Campaigns need money. Candidates and parties need to spend money to develop their programs, to communicate their issues and ideas to the public, to connect with grassroots groups, to persuade independents, to register voters, and to get them to the polls. Given the limited amount of attention devoted by the media to political issues and ideas—as opposed to “gaffes” and the “horse race” of who’s ahead in the latest poll—the voters need to hear from candidates, parties, and other groups in order to understand what is at stake, get a sense of the different positions of political competitors, and ultimately cast informed votes. This takes money. The problem with our campaign finance system, as Governor Roemer has pointed out, is not the money itself, but where the money comes from, what candidates have to do to get it, and the implications for governance from the fundraising process and candidates’ dependence on large private contributions.
Limiting contributions without reducing spending would aggravate the dysfunction of the current system.
The solution requires providing all significant candidates adequate campaign funding without strings attached to large private donations. Simply relying on small individual donations will not work. There are not enough people willing to make campaign contributions to adequately fund all campaigns. The Internet has not changed this, and is unlikely to do so. Barack Obama’s 2008 campaign garnered attention for its record amount of small donations via the Internet, but Obama was an unusually charismatic candidate who had already obtained considerable media attention. Even so, what launched his campaign was the very large number of very large donations he obtained in 2007. In most elections, lesser-known candidates running for lower-level offices are simply not going to get enough money in small donations to mount effective campaigns. Some form of public subsidy will be necessary to wean candidates from large private donations while funding all campaigns sufficiently for genuine electoral competition and voter information.

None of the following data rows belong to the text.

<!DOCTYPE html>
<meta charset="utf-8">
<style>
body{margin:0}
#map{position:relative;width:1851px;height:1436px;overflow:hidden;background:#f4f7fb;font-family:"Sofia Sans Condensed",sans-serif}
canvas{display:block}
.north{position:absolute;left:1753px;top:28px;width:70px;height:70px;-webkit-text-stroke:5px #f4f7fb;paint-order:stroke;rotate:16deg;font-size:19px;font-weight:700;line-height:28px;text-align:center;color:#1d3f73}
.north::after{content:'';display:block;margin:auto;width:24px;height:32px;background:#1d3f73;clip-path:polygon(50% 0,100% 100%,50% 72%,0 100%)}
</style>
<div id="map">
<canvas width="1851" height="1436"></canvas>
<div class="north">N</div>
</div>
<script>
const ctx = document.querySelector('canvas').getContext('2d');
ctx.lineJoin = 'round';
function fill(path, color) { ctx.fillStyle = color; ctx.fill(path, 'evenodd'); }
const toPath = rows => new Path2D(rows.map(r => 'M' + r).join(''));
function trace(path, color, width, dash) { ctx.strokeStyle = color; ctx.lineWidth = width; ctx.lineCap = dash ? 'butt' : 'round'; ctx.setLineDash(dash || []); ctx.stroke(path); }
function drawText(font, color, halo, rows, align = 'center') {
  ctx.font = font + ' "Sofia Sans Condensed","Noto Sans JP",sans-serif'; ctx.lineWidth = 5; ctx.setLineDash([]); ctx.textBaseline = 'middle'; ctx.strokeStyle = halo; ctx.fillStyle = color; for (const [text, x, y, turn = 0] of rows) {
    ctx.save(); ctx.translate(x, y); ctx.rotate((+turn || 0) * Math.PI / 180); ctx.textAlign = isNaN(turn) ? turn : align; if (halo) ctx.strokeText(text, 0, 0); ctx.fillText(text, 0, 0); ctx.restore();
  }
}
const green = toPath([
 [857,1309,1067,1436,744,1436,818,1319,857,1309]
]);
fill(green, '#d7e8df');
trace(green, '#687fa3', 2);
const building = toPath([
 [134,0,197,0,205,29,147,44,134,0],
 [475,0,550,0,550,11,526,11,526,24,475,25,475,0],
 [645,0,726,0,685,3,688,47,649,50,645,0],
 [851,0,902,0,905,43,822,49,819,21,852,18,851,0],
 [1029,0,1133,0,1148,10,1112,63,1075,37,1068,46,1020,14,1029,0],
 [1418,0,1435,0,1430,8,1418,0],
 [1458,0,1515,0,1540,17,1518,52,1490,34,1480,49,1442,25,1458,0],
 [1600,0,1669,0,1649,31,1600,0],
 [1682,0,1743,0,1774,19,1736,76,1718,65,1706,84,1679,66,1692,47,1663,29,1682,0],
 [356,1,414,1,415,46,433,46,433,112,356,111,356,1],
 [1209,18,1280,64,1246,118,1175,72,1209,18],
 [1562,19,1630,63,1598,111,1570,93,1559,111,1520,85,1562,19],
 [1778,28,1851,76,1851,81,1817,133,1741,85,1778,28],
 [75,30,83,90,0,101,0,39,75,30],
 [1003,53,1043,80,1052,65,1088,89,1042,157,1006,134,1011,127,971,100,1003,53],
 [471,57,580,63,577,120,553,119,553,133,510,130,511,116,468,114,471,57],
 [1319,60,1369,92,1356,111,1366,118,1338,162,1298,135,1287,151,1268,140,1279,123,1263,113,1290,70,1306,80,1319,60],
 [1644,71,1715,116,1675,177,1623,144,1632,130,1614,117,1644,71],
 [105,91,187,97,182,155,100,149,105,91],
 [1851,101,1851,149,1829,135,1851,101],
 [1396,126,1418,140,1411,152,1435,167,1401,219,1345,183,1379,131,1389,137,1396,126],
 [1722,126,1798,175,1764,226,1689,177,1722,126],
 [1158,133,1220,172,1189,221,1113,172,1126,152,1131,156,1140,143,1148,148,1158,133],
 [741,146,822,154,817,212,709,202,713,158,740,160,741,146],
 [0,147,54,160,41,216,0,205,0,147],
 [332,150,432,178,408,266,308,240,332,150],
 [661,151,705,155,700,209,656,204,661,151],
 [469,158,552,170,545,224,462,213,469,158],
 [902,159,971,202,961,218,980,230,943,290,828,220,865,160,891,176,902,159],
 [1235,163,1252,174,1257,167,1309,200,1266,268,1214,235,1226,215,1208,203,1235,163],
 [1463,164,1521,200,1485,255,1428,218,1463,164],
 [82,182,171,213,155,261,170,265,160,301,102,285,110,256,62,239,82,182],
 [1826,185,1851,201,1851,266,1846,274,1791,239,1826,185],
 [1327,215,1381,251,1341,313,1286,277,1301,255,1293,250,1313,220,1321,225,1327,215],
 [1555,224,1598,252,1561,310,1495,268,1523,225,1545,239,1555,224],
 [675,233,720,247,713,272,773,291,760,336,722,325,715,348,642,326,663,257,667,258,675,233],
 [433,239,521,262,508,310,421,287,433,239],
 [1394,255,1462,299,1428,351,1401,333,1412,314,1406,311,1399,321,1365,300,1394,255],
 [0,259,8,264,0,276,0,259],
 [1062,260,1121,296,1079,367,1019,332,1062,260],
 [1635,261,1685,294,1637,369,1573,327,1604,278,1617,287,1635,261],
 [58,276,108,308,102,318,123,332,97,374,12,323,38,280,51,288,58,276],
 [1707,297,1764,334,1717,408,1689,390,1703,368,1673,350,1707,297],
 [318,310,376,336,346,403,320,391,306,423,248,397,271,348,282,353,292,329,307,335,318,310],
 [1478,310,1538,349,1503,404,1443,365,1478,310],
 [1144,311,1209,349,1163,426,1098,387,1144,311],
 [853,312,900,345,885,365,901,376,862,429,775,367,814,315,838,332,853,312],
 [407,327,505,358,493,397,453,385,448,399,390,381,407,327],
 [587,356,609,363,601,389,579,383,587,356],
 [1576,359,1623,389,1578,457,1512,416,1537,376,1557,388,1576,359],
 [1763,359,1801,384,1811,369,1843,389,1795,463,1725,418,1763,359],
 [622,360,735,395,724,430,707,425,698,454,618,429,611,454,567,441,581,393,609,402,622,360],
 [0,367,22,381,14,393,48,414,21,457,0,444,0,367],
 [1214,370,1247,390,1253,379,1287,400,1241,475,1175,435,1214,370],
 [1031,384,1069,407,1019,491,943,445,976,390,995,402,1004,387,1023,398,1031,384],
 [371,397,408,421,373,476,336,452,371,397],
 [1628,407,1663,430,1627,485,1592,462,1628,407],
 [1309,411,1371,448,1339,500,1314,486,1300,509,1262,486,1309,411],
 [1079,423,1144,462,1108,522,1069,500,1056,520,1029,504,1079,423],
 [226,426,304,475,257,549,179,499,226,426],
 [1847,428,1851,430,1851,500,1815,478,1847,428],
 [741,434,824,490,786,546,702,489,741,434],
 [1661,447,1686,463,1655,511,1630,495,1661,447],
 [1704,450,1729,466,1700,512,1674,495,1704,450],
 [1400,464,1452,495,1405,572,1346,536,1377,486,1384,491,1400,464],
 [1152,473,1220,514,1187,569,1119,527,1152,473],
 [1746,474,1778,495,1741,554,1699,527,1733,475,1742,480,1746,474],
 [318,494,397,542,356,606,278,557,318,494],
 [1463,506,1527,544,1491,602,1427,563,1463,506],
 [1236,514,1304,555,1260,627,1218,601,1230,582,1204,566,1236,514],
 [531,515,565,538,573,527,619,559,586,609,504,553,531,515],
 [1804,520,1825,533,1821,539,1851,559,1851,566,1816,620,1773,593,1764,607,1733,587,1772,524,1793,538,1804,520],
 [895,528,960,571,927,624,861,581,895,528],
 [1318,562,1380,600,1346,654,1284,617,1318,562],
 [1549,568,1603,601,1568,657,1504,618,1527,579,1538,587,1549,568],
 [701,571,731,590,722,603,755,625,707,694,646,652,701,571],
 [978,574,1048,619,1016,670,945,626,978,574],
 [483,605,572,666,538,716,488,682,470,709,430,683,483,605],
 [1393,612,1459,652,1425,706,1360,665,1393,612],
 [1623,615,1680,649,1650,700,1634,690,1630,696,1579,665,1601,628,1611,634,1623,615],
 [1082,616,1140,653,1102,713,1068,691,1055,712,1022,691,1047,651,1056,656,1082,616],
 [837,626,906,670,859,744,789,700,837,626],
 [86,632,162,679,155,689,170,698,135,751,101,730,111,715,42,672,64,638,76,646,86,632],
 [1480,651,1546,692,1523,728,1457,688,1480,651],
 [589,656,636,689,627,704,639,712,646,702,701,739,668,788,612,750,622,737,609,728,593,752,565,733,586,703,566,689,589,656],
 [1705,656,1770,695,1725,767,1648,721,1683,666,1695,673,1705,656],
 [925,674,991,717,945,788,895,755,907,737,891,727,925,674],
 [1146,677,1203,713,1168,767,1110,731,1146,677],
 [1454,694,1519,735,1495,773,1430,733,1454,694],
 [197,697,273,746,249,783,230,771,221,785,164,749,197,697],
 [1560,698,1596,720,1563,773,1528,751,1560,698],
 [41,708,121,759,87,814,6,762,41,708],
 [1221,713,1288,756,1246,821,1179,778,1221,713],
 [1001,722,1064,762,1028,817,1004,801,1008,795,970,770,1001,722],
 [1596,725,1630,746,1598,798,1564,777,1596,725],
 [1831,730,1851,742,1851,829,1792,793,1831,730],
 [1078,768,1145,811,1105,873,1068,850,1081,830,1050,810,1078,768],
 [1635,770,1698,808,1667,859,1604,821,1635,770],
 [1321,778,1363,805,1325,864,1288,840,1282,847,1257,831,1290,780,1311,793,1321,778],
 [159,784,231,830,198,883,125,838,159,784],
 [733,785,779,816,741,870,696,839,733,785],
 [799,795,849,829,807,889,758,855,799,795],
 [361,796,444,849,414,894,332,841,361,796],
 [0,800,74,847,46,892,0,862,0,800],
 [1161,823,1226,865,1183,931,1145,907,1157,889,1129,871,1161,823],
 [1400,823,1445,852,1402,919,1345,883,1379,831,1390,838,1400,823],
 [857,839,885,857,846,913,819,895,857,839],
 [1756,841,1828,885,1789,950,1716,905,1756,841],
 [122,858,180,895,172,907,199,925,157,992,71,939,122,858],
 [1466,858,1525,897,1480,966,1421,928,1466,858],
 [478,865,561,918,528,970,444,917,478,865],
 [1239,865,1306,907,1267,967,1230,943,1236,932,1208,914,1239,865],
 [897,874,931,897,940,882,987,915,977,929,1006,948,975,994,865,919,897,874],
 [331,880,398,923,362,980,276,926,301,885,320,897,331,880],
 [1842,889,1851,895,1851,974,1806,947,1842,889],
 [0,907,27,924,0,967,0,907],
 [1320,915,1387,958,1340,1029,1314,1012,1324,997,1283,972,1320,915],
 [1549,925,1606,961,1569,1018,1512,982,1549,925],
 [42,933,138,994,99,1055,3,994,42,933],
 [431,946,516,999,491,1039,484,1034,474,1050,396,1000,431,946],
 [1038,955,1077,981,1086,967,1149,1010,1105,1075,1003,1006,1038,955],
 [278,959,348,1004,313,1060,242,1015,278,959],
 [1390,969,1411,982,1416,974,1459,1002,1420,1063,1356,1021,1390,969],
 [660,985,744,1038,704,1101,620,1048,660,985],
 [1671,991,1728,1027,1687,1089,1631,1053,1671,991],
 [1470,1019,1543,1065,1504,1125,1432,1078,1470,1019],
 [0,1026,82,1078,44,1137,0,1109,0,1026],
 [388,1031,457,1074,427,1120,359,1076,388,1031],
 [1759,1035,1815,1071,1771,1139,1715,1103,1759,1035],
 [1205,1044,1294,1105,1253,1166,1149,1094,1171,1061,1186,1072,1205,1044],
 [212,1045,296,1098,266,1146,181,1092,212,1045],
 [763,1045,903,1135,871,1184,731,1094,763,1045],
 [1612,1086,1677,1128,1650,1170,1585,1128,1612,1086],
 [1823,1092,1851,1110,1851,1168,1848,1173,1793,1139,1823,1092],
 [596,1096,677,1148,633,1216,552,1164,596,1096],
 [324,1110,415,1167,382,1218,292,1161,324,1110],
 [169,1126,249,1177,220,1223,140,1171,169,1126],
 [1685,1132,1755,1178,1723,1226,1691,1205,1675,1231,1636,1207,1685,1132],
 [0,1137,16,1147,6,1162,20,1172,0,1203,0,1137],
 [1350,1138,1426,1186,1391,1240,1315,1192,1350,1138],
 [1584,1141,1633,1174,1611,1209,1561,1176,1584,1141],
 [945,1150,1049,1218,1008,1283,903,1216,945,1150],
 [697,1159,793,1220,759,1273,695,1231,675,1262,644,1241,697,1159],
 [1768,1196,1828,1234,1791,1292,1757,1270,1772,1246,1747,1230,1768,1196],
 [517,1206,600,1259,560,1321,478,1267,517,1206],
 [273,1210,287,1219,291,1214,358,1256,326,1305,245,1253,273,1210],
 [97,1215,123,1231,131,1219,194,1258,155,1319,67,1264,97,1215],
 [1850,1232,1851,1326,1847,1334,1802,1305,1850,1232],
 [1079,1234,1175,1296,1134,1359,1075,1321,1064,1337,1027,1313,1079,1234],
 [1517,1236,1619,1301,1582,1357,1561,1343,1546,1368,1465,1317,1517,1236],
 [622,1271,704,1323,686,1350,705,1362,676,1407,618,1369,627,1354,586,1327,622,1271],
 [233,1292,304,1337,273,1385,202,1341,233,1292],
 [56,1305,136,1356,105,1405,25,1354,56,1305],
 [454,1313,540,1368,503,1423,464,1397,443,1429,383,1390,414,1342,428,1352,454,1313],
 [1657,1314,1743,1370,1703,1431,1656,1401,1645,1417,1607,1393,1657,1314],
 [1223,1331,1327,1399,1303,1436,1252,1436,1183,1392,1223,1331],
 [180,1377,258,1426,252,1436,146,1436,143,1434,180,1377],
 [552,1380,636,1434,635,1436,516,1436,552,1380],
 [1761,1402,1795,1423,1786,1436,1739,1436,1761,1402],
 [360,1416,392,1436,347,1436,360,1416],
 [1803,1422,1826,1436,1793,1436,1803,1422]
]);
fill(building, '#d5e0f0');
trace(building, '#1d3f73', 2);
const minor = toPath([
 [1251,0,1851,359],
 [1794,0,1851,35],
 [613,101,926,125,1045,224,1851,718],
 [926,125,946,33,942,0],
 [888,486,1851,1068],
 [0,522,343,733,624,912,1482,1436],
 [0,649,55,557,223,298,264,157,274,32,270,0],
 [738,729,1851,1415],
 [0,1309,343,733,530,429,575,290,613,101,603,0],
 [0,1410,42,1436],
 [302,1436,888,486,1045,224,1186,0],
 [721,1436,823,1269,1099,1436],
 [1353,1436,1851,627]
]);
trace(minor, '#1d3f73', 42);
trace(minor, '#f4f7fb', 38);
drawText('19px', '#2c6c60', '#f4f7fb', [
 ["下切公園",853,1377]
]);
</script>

Governor Roemer opposes public funding, although he says, cryptically, he would support vouchers that “came from funds the voters have contributed personally.” I don’t know what he means by that, but it sounds like some kind of tax credit for small donations. Such a program might stimulate an increase in small donations, which would be a good thing, but it is unlikely to generate enough money to fund candidates at all levels of government. Moreover, a voucher plan tends to favor candidates who at the outset of the campaign have the resources to campaign for the vouchers, are already well-known to the voters, or have strong backers. A voucher plan will do little to help challengers, independents, and political newcomers.
Only a public funding program that offers adequate subsidies to candidates who qualify by raising a threshold amount in small private donations can reduce dependence on large private donors, adequately fund campaigns for offices at all levels of government, and enable political newcomers to compete effectively with incumbents and established political figures. Such public funding programs have succeeded in places as different as Maine, Arizona, and New York City. Governor Roemer opposes using tax dollars to fund campaigns that taxpayers may disagree with, but the point of public funding is not to help individual campaigns but to reform the system as a whole. By reducing the dependence of elected officials on large private contributions and by enabling all candidates to present facts, arguments, and ideas to the voters, public funding can provide for competitive elections, informed voters, and elected representatives capable of making decisions without worrying about how those decisions will affect their prospects for campaign contributions.